Mitt Romney embarrassed himself yet again regarding his record in Massachusetts in last night’s debate. Globe:
Asked during the debate why only one fourth of the judges he appointed were Republican, Romney cast the council as an obstruction to conservative agenda.
“They go before something known as the Governor’s Council,” Romney said. “It consists of, I believe, seven members [actually it’s eight, plus the Lt. Gov. -ed.], all of whom are elected Democrats. And so to be able to get my appointments through, I had to have people of both parties. And the people I put forward, all were individuals who I vetted very carefully to make sure they would follow the rule of law.” …
The body is often maligned and even mocked, more because of its members’ sometimes strange antics than any partisan agenda. The council is not known to vet judicial candidates based on party affiliation. At most, and especially more recently, members ask about political donations in hopes of preventing patronage. In addition, the council seldom rejected applicants during Romney’s tenure.
Of course, Romney’s claim is nonsense. I’m no great fan of the Governor’s Council, but the Globe is quite right to note that one thing they have generally not been is overtly partisan. The notion that the Governor’s Council would have started rejecting judicial nominees if there were too many Republicans among them, simply because they were Republicans, is more than a bit absurd. And Romney of course has no evidence to substantiate what he’s saying.
Closer to the mark are the comments, in the same article, of BMGer Dan Winslow, who spent two years running Romney’s judge-picking operation:
Romney’s first chief legal council, Daniel B. Winslow, who served from 2002 to 2004, established a non-partisan process for vetting judges through the Judicial Nominating Commission that was touted as a national model, because the primary application was judged blindly. That meant name, race, gender, and party affiliation, were not known during the initial review. Party affiliation was never a consideration, he said.
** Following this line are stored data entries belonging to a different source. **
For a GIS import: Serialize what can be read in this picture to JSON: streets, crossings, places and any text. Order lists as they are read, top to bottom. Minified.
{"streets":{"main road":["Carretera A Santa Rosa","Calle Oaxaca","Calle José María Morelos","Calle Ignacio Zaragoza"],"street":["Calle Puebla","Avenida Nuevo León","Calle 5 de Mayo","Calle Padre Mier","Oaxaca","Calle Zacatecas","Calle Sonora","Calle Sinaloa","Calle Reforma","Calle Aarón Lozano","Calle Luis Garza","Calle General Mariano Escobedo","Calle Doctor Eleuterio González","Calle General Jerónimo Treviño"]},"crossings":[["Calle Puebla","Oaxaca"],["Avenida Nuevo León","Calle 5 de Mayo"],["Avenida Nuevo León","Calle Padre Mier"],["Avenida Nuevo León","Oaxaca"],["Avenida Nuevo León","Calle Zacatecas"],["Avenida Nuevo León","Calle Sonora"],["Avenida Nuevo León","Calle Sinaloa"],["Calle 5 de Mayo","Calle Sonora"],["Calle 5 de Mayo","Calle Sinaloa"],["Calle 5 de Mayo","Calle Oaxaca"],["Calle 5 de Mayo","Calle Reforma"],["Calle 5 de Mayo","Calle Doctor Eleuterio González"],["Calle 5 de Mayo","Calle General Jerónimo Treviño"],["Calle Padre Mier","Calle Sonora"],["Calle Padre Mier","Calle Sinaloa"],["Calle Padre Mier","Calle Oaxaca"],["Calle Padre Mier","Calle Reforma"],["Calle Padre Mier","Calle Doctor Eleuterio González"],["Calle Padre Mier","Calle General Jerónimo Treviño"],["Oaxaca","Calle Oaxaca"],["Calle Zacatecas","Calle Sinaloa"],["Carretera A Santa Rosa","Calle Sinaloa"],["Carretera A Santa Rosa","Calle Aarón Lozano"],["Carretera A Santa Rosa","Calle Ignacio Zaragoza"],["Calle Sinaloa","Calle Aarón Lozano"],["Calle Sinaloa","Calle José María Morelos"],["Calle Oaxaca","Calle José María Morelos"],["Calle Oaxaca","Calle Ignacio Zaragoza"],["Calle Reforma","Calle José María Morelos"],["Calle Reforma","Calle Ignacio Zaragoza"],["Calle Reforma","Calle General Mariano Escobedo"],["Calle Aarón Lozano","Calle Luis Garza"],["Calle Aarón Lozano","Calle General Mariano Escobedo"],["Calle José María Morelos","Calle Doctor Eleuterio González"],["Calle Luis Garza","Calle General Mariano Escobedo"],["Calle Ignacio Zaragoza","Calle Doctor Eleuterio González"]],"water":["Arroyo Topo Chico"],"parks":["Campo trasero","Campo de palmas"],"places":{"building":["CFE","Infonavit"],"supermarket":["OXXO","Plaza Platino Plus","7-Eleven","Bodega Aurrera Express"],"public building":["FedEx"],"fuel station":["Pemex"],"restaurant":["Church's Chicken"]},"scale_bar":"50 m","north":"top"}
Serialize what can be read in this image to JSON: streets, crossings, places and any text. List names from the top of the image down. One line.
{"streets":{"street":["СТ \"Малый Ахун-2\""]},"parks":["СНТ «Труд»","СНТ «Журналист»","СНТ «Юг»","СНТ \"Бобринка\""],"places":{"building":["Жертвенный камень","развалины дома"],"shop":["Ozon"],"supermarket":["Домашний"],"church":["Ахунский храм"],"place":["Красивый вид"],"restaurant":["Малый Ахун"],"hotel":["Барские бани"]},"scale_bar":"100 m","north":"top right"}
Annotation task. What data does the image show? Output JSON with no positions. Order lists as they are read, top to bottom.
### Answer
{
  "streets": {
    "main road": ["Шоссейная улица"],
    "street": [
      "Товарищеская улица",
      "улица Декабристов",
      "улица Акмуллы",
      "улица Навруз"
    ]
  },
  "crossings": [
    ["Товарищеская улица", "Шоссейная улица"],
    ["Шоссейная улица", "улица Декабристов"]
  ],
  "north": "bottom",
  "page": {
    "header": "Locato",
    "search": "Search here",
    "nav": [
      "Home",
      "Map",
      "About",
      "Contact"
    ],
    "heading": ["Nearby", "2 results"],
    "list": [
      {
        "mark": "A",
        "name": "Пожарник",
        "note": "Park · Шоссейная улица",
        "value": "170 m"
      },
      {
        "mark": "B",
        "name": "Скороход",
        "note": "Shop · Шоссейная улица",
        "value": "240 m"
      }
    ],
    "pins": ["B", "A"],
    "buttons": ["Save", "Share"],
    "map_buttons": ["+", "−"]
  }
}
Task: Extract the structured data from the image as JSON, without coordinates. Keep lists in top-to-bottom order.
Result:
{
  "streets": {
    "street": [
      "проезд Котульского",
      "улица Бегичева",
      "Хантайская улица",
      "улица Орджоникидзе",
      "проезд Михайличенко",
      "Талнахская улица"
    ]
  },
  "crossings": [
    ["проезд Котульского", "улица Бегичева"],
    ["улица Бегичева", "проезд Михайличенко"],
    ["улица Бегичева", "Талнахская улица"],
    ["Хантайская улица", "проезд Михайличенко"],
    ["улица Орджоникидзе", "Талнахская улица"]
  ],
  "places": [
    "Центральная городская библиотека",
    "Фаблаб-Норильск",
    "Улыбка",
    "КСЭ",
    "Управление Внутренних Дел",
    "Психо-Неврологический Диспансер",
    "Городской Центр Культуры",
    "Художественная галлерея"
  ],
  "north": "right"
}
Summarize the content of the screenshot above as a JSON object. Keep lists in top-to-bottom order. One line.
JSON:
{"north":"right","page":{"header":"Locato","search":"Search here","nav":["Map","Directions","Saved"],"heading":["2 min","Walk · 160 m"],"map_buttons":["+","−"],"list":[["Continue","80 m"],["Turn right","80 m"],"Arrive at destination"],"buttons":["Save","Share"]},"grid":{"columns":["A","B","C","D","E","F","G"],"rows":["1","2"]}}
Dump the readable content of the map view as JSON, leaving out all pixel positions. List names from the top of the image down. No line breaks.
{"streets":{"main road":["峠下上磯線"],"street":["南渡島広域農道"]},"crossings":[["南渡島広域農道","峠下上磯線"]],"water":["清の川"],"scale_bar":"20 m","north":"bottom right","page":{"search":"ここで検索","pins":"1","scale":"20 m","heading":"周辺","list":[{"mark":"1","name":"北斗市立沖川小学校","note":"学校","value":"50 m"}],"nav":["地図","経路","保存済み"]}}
“People with political agendas really aren’t suitable for judgeships,” said Winslow, a former district court judge who is now a Republican legislator from Norfolk.
Winslow said that during the two years he served in the administration, the major reason Romney had few Republican appointments was a result of the talent pool.
“The fact is that there simply aren’t a lot of conservative lawyers in Massachusetts who were available for judgeships,” he said. “The pool of applicants was very low in many respects.”
Dan is trying to be kind to his former boss, but he undercuts Romney’s claim pretty severely in that passage. According to Winslow, the problem wasn’t the Governor’s Council. The problem was that most of the qualified applicants ended up not being Republicans.
Hilariously, though, apparently Romney had no trouble finding “conservative lawyers who were available for judgeships” once Winslow had moved on and Romney got rid of that pesky blind vetting process.
Near the end of Romney’s term, in 2006, he stripped the Judicial Nominating Commission of many of its powers, allowing his administration to put a more direct stamp on the judiciary, as he prepared to run for president.
What a sad joke this man is.
hesterprynne says
The Council was no political obstacle to Romney when he was Governor. Boston Globe, 7/25/05:
David says
nt
dont-get-cute says
He doesn’t just run his mouth speaking whatever happens to be true, that would “create tumult in the neighborhood” (in this case, Massachusetts politics). That’s the flip-flop side of what not being “a bomb thrower, rhetorically or literally,” means: he’s willing to present a false side to the public in order to advance his agenda and keep things flowing along as they were.
Peter Porcupine says
As Robert Downey’s Sherlock Holmes said to Jude Law’s Watson – ‘It’s so overt, it’s covert’
When Romney was Governor, the GC had been One Hundred Percent Democrats for over a generation. Precious few Republicans were appointed to the bench.